SPEED dari Sydney: Ketika Hardcore Membakar Ribuan Jiwa di Hammersonic
Di tengah hiruk-pikuk Hammersonic Festival 2026, sebuah ledakan energy memecah suasana saat band hardcore asal Australia, SPEED, menginjakkan kaki di atas panggung Nusantara International Convention Exhibition. Ribuan penonton yang memadati area Pantai Indah Kapuk bukan hanya datang untuk mendengar musik—mereka hadir untuk merasakan getaran performance yang mentraktir tubuh dan jiwa. Dari detik pertama, SPEED tak memberi ruang bagi keheningan. Dengan dentuman keras dari lagu pembuka "Ain’t My Game", mereka langsung memicu gelombang movement two-step yang menyebar seperti api di antara kerumunan.
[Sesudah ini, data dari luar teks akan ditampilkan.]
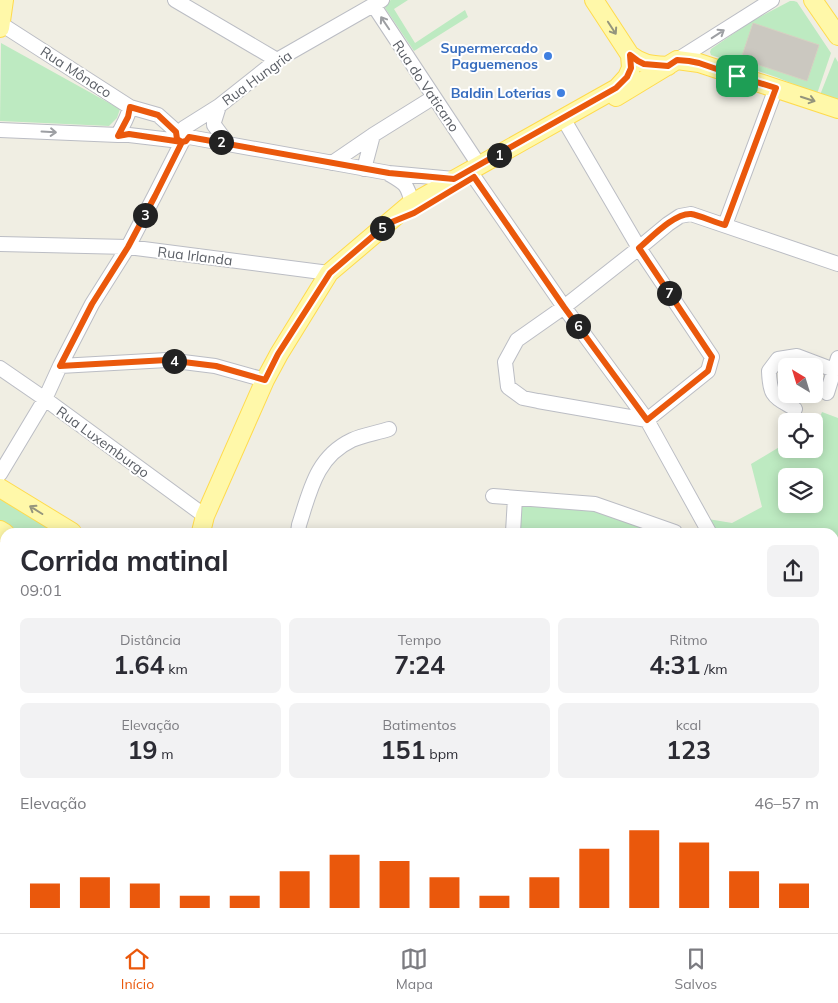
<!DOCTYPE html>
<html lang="pt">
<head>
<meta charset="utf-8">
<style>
  :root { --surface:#fff; --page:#f2f2f3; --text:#2b2b33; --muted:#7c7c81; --line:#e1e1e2; --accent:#ea580c }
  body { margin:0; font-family:Mulish,sans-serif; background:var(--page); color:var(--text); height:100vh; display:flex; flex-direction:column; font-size:19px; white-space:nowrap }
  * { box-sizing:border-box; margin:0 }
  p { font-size:16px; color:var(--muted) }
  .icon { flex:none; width:28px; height:28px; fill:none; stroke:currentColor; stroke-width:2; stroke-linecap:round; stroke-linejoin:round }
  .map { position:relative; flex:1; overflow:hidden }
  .panel { position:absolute; left:0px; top:528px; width:839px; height:406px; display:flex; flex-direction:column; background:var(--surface); border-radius:15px 15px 0 0; box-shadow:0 2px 12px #0003 }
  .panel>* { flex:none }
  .needle { width:32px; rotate:322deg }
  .controls { position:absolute; left:778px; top:358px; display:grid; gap:10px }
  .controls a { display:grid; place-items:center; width:45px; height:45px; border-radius:8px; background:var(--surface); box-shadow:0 2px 12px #0003; font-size:25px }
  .pin { position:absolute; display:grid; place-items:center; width:42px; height:42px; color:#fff; margin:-21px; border-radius:10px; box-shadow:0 2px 8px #0006 }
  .km { position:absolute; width:25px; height:25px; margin:-12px; border-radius:50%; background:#222; color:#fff; font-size:14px; line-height:25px; text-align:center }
  .round { display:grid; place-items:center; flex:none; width:52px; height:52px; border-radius:8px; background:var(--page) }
  .headline { display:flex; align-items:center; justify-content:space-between; height:85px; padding:0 20px }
  h1 { font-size:28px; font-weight:700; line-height:38px }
  .figures { display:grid; grid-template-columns:repeat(3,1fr); gap:8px; height:85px; padding:5px 20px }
  .figures div { display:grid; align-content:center; border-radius:8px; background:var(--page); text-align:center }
  .figures b { font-size:25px; font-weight:700 }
  .figures small { font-size:14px; font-weight:400 }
  .figures p { font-size:14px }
  .chart { height:140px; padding:10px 20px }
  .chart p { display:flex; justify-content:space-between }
  .chart svg { width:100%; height:90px; margin-top:5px; stroke:var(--accent); stroke-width:6 }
  .menu { display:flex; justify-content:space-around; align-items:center; height:70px; border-top:1px solid var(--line); background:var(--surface); font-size:14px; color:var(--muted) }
  .menu a { display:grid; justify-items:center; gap:2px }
  .menu .selected { color:var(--accent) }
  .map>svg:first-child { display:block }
  .green { fill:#bdeac1; fill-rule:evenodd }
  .building { fill:#cbc8c0; stroke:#d5d0c1 }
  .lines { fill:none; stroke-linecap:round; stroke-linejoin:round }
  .minor-casing { stroke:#bbbdc4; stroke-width:16 }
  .major-casing { stroke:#ffdb4d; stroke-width:20 }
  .minor { stroke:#fff; stroke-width:14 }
  .major { stroke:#fff8a9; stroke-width:18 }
  .oneway { stroke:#9d9fa3 }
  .oneway2 { stroke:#94957d }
  .route-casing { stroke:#fff; stroke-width:10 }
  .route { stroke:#ea580c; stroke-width:6 }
  .shop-dot { fill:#3f7fe0; stroke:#fff; stroke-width:2 }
  .labels { text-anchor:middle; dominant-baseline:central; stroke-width:4; stroke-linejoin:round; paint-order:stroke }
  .shop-label { font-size:14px; font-weight:bold; fill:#366cbe; stroke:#fff; text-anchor:end }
  .street-label { font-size:14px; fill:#5b5f66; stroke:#fff }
</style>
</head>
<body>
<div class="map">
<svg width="838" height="933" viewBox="0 0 838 933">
  <rect width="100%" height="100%" fill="#f0eee3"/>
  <path class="green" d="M391 0H408L394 9 415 43 465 10 468 17 414 51 385 8 387 2Z
    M790 1H794L797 2 831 53 817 94 776 77 711 55 710 52 711 49 752 21Z
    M1 43 120 109 117 118 109 126 0 121Z
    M835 57 838 62V101L820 95Z
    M822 412 838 418V700L834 692V532H710L702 518 732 523 762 507 751 464 786 443V449H814V426L817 424ZM786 476H814V504H786Z
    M0 495 63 532H18L0 522Z
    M519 506 595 510 664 532H517Z
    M0 550 5 554V726L0 742Z
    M834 744H838V933H679L682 929H834Z
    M220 929H357L359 933H191Z"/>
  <path class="building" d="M753 23 819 45 807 81 741 59Z"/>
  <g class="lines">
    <defs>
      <path id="minor" d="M175 0 277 60
        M374 6 479 165
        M1 24 130 107 158 115 177 132
        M677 60 772 0
        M219 106 214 122V125L228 144
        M567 125 639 248 712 357 708 371 647 420 538 401 523 398 508 387 505 362 517 340 564 307 639 248 668 224 680 216 691 214 838 264
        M184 128 219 106 277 60 382 0
        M0 130 118 135H129L180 141
        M118 135C122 126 128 118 130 107
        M189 137 389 173 454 179
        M332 163 373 135 434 97
        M364 169 373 135
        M389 174C406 184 407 184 412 203
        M474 177 564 307 647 420 709 532
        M725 225 776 88
        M0 244 128 247 329 273
        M60 366 167 360 215 366 265 380
        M0 368 45 399 205 516
        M827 393 838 358
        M795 409C774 396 770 398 769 371L778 359 797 356 834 370
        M0 474 45 399 60 366 92 304 128 247 155 195 182 142
        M493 496 595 504 675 532
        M298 532 299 525C310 491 316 457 352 440 363 435 377 433 389 429
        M513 532 515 498
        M0 821 5 807
        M672 933 676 929"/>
      <path id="major" d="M594 0 630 55C643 65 652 65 668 66
        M813 0 838 36
        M0 28 4 0
        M616 97 677 60 699 63 838 109
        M0 488 72 532
        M0 530 5 533
        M201 532 205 516 265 380 279 354 329 273 409 205 617 88 627 77 631 68 630 55
        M834 724 838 726
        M70 933 73 929"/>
    </defs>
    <use href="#minor" class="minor-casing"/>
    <use href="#major" class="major-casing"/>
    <use href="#minor" class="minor"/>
    <use href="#major" class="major"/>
  </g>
  <defs><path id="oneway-shaft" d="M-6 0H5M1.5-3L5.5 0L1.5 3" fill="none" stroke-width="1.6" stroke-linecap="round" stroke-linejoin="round" transform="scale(1.25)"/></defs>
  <g class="oneway">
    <use href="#oneway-shaft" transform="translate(385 23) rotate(-124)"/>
    <use href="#oneway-shaft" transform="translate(718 34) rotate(-33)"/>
    <use href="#oneway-shaft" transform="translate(49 132) rotate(3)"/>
  </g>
  <g class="oneway2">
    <use href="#oneway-shaft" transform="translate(612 28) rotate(57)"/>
    <use href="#oneway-shaft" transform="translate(808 99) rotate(18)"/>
    <use href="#oneway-shaft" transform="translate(36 510) rotate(-148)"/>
  </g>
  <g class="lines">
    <defs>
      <path id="route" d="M737 76 699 63 689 61 677 60 668 66 644 64 638 61 630 55 631 68 627 77 616 88 454 179 389 173 189 137 186 141 182 142 129 134 118 136 128 117 130 107 158 115 176 132 177 139 182 142 155 196 128 247 92 304 60 366 167 360 216 366 265 380 278 354 330 273 387 224 414 213 474 177 564 307 647 420 708 371 712 357 639 248C651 238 674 213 691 214 699 215 716 223 725 225L776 88 737 76"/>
    </defs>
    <use href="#route" class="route-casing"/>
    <use href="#route" class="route"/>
  </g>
  <g class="shop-dot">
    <circle cx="548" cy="56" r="5"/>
    <circle cx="561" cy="93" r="5"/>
  </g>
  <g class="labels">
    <g class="shop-label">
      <text x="538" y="48">Supermercado<tspan x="538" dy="16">Paguemenos</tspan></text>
      <text x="551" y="93">Baldin Loterias</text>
    </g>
    <g class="street-label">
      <text transform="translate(76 72) rotate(33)">Rua Mônaco</text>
      <text transform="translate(257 78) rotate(-36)">Rua Hungria</text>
      <text transform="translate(426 86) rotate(56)">Rua do Vaticano</text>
      <text transform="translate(195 256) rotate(7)">Rua Irlanda</text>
      <text transform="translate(103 442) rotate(36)">Rua Luxemburgo</text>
    </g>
  </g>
</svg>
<div class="controls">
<a><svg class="needle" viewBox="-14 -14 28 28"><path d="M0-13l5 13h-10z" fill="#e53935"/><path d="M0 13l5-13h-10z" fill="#7c7c81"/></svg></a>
<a><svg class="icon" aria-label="locate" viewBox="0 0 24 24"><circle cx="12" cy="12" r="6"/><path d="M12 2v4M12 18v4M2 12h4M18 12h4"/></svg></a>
<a><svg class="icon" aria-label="layers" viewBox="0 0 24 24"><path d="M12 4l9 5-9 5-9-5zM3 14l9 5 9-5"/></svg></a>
</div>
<div class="pin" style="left:737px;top:76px;background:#1e9e55"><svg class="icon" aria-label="arrive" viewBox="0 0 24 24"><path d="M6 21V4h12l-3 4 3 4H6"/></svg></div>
<b class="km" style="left:499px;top:155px">1</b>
<b class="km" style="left:221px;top:142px">2</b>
<b class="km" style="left:145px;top:215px">3</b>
<b class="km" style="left:174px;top:361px">4</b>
<b class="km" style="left:382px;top:228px">5</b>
<b class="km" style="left:578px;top:326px">6</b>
<b class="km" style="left:669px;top:293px">7</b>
<section class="panel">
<div class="headline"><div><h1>Corrida matinal</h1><p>09:01</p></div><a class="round"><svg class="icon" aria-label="share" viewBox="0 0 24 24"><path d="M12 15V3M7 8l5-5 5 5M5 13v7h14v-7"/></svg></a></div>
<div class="figures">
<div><p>Distância</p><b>1.64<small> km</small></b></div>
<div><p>Tempo</p><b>7:24</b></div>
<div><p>Ritmo</p><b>4:31<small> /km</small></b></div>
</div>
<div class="figures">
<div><p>Elevação</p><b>19<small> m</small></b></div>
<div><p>Batimentos</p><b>151<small> bpm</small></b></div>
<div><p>kcal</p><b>123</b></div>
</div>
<div class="chart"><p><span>Elevação</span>46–57 m</p>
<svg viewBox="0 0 160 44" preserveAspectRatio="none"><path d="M5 44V32M15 44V29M25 44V32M35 44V38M45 44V38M55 44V26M65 44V18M75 44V21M85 44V29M95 44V38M105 44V29M115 44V15M125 44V6M135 44V12M145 44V26M155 44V32"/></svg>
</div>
</section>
</div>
<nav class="menu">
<a class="selected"><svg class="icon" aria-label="home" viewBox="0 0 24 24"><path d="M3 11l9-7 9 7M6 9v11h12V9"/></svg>Início</a>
<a><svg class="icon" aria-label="map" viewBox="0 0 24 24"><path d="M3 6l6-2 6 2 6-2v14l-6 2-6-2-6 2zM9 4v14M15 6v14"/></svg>Mapa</a>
<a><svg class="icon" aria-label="saved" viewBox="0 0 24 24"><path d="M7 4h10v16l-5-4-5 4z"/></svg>Salvos</a>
</nav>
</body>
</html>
Ini bukan sekadar konser—ini adalah perayaan budaya yang lahir dari kebisingan dan solidaritas.
Lagu-lagu seperti "Don’t Need" dan "Burn Straight Thru U" bukan hanya dimainkan; mereka dilemparkan ke kerumunan seperti teriakan perlawanan kolektif. Setiap note gitar, setiap hentakan drum, dan setiap teriakan vokalis Jem Siow memperkuat ikatan tak terlihat di antara penonton. "Apa kabar kalian? Kami SPEED dari Sydney. Ini pertama kalinya kami main di festival ini," ujarnya, suaranya memantul di antara lautan kepala. Namun, yang paling menyentuh bukan hanya sapaan itu, tetapi refleksinya tentang pertumbuhan komunitas musik hardcore di Indonesia—dari sekitar 200 orang tiga tahun lalu menjadi lima hingga enam ribu hari ini. "Itu gila," katanya, dan memang terasa seperti crazy —dalam arti terbaik.
Jem tak hanya menyanyi; ia memimpin. Ia menyebut musik hardcore sebagai ruang yang menyatukan orang-orang dari different berbeda, tempat bahasa bukan penghalang, melainkan irama tubuh yang menjadi alat komunikasi. "Kita mungkin tidak bicara bahasa yang sama, tapi budaya yang kita bagi ini mengisi semua perbedaan itu," katanya. Kalimat itu bukan sekadar retorika panggung—ia adalah inti dari pengalaman Hammersonic. Dengan mengajak penonton membuat mosh pit besar dan melakukan crowd surf, ia mengubah penonton dari penikmat pasif menjadi bagian aktif dari pertunjukan. Musik menjadi medium, tapi tubuh adalah pesannya.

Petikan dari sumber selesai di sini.